Chemical Synonyms API¶
The ChemSynonym class provides access to chemical synonym data from the EPA CompTox Dashboard, including alternative names, identifiers, and quality-rated synonyms.
Overview¶
The Chemical Synonyms API allows you to retrieve:
- Valid and good quality synonyms - Curated chemical names
- Alternate identifiers - Beilstein numbers, alternate CAS numbers
- Categorized synonyms - Organized by quality and type
- Flexible projections - Structured or flat list views
- Batch operations - Query up to 1000 chemicals at once
Quick Start¶
from pycomptox.chemical import ChemSynonym
# Initialize client
synonym_client = ChemSynonym()
# Get synonyms for Bisphenol A
synonyms = synonym_client.get_synonyms_by_dtxsid("DTXSID7020182")
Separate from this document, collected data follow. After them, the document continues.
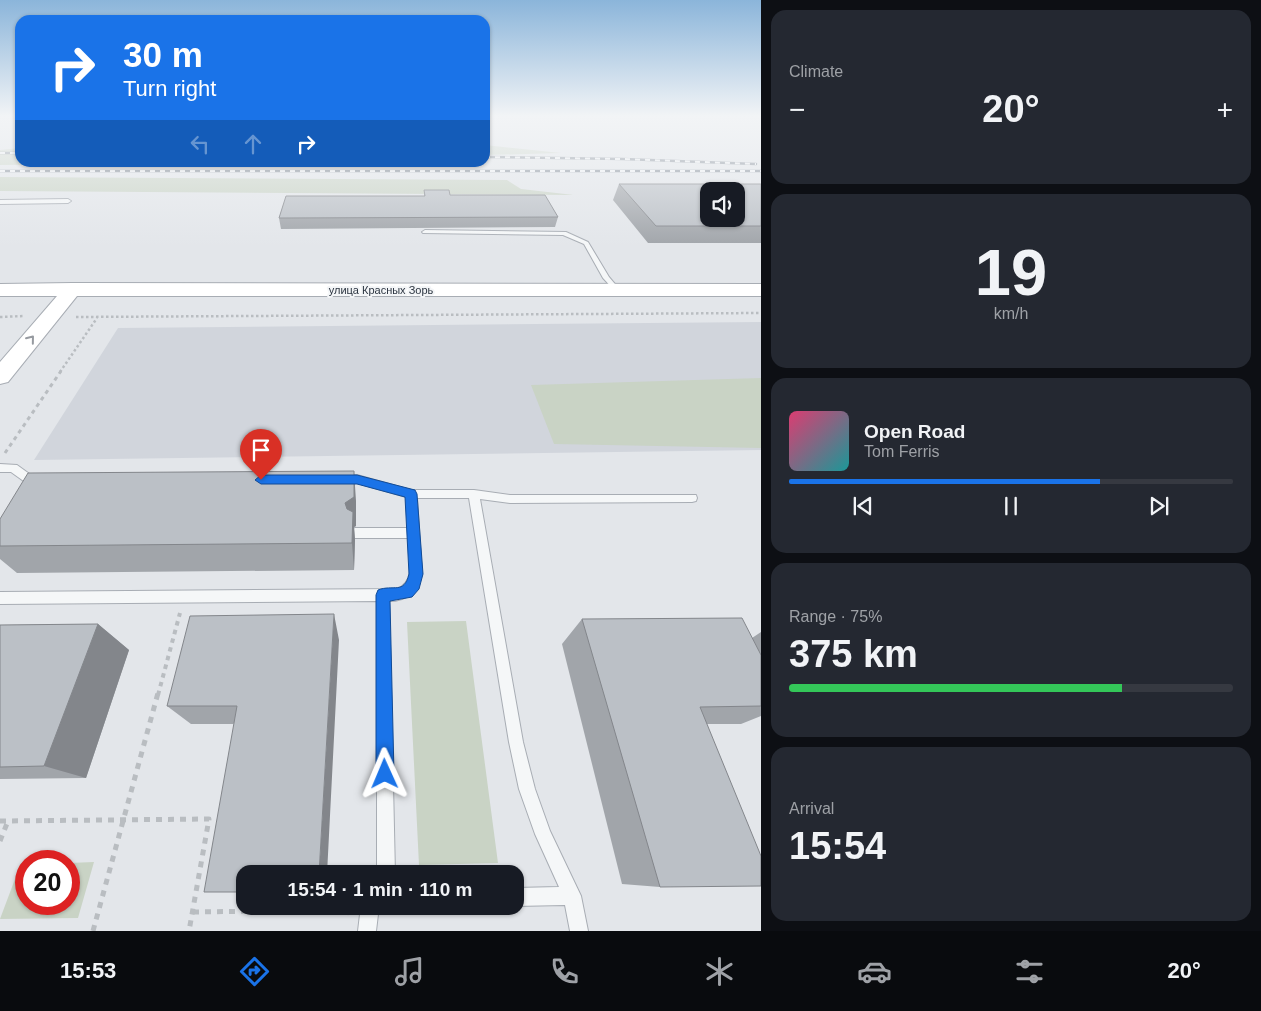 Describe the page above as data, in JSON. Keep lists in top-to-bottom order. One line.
{"streets":{"street":["улица Красных Зорь"]},"page":{"tile":["Climate",["19","km/h"],["Range · 75%","375 km"],["Arrival","15:54"]],"turn":["30 m","Turn right"],"heat":["−","20°","+"],"song":["Open Road","Tom Ferris"],"limit":"20","trip":"15:54 · 1 min · 110 m","tabs":["15:53","20°"]}} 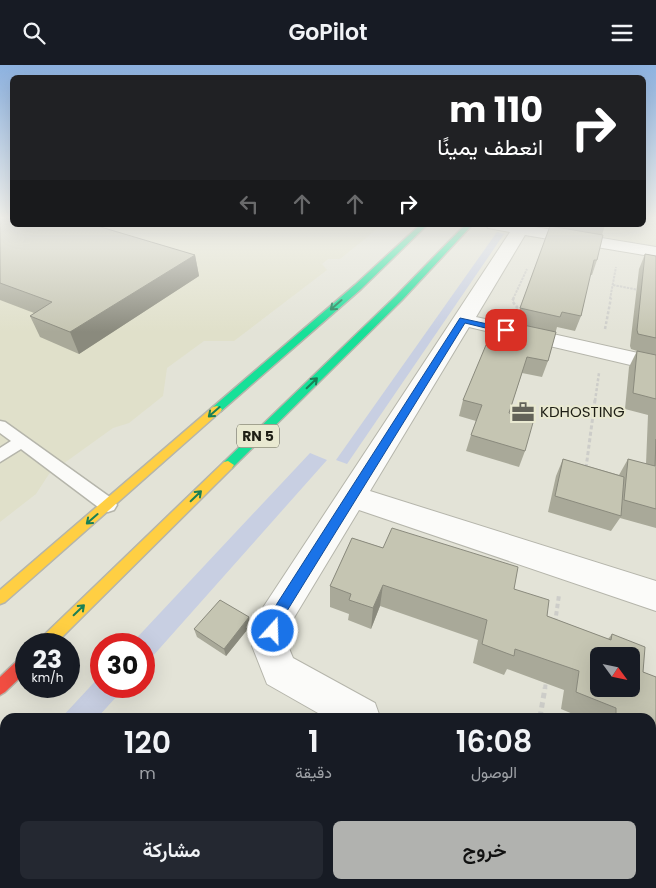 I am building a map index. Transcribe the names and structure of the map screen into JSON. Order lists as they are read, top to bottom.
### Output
{
  "streets": {
    "highway": ["RN 5"]
  },
  "places": {
    "office": ["KDHOSTING"]
  },
  "north": "bottom right",
  "page": {
    "header": "GoPilot",
    "turn": ["110 m", "انعطف يمينًا"],
    "speed": "23 km/h",
    "limit": "30",
    "eta": [
      "16:08",
      "الوصول",
      "1",
      "دقيقة",
      "120",
      "m"
    ],
    "buttons": ["خروج", "مشاركة"]
  }
} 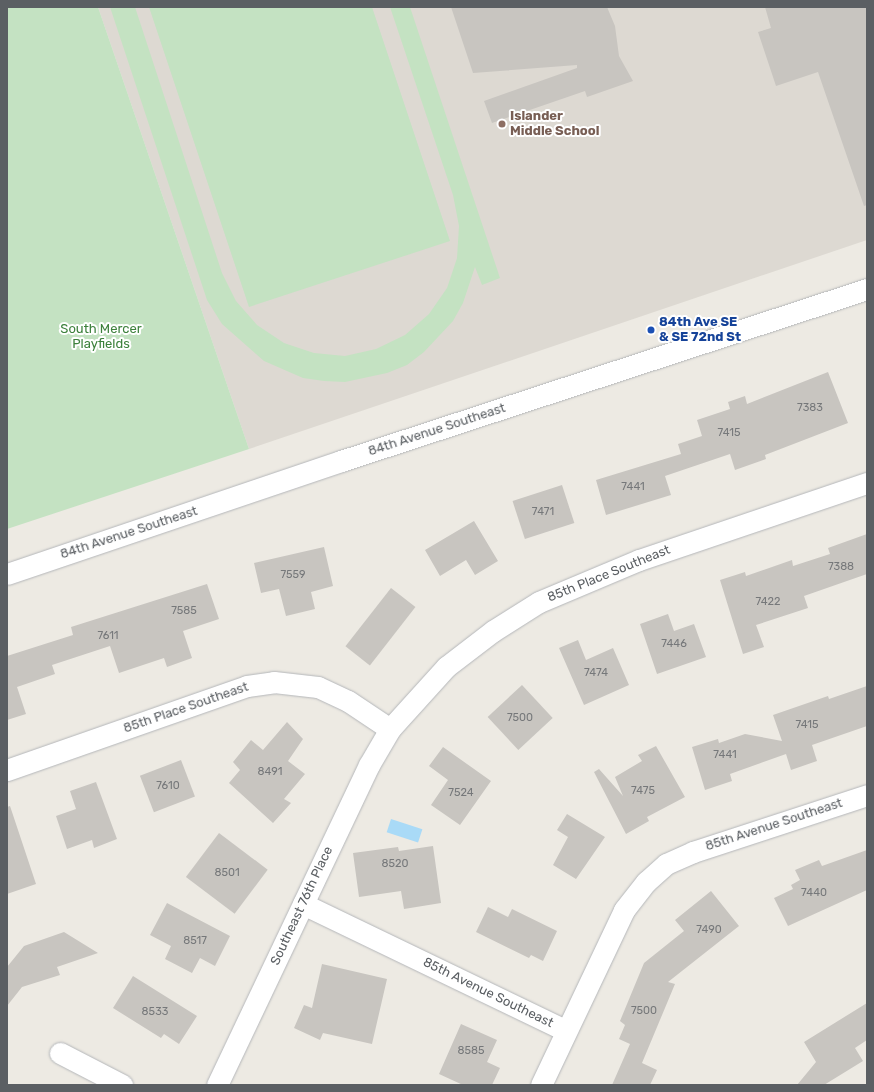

print(f"Valid names: {synonyms['valid']}")
print(f"Good quality names: {synonyms['good']}")
Installation¶
Basic Usage¶
Getting Chemical Synonyms¶
Retrieve structured synonym data with categorized fields:
from pycomptox import ChemSynonym
synonym_client = ChemSynonym()
# Get synonyms for Bisphenol A
data = synonym_client.get_synonyms_by_dtxsid("DTXSID7020182")
# Access different categories
print(f"DTXSID: {data['dtxsid']}")
print(f"Valid synonyms: {data['valid']}")
print(f"Good quality: {data['good']}")
print(f"Alternate CAS: {data['alternateCasrn']}")
print(f"Beilstein numbers: {data['beilstein']}")
Using Projections¶
Get a flat list of synonyms with quality ratings:
# Get flat list with quality ratings
flat_synonyms = synonym_client.get_synonyms_by_dtxsid(
"DTXSID7020182",
projection="ccd-synonyms"
)
# Display synonyms with their quality ratings
for item in flat_synonyms[:10]:
print(f"{item['synonym']}: {item['quality']}")
Batch Synonym Retrieval¶
Query multiple chemicals efficiently:
# Get synonyms for multiple chemicals
dtxsids = [
"DTXSID7020182", # Bisphenol A
"DTXSID2021315", # Caffeine
"DTXSID5020001" # Acetic acid
]
results = synonym_client.get_synonyms_by_dtxsid_batch(dtxsids)
# Process each result
for data in results:
dtxsid = data['dtxsid']
valid_names = data['valid']
print(f"\n{dtxsid}:")
print(f" Valid synonyms: {len(valid_names)}")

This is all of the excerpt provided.